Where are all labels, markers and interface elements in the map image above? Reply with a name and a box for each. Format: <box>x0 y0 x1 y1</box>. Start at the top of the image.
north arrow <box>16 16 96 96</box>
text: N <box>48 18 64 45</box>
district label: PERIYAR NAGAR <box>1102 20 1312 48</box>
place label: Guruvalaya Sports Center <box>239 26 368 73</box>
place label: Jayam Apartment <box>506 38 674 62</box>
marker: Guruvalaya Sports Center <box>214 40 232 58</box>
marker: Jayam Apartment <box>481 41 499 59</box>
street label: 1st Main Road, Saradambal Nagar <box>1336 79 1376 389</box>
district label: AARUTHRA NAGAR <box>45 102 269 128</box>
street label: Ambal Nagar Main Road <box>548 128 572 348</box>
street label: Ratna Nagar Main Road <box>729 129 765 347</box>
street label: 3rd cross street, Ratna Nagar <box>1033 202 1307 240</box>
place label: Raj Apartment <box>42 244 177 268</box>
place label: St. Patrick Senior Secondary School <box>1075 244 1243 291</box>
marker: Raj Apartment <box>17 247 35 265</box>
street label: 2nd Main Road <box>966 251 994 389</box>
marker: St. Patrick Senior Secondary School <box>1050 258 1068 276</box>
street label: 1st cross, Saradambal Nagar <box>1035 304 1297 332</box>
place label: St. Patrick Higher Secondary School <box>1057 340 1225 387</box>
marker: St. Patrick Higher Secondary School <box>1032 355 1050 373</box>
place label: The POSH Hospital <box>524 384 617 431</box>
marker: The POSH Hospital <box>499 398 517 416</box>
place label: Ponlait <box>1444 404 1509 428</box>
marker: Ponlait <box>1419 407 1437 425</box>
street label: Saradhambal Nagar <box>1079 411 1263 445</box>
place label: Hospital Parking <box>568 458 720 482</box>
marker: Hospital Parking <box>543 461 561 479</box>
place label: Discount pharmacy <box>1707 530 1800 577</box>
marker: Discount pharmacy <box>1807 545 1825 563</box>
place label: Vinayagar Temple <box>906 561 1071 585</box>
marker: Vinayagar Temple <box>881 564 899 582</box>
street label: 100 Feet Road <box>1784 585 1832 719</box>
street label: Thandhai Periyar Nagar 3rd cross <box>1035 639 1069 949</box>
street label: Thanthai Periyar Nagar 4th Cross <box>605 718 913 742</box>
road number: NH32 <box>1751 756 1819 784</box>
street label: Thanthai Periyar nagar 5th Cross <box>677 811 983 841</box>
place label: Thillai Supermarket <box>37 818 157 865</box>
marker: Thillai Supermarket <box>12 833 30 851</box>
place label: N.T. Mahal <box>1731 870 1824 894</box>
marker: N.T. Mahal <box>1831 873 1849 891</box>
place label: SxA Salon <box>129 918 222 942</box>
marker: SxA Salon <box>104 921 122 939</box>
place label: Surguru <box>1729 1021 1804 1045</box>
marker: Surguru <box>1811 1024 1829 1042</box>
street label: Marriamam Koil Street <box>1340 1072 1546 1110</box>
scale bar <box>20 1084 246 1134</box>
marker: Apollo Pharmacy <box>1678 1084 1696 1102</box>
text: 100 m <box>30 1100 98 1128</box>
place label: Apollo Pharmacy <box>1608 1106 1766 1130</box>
•••
DIRECTIONS FOR THIS TASK:
Among the lines above, count those containing the string "Senior"; please give the count alone.

WRITTEN REPLY:
2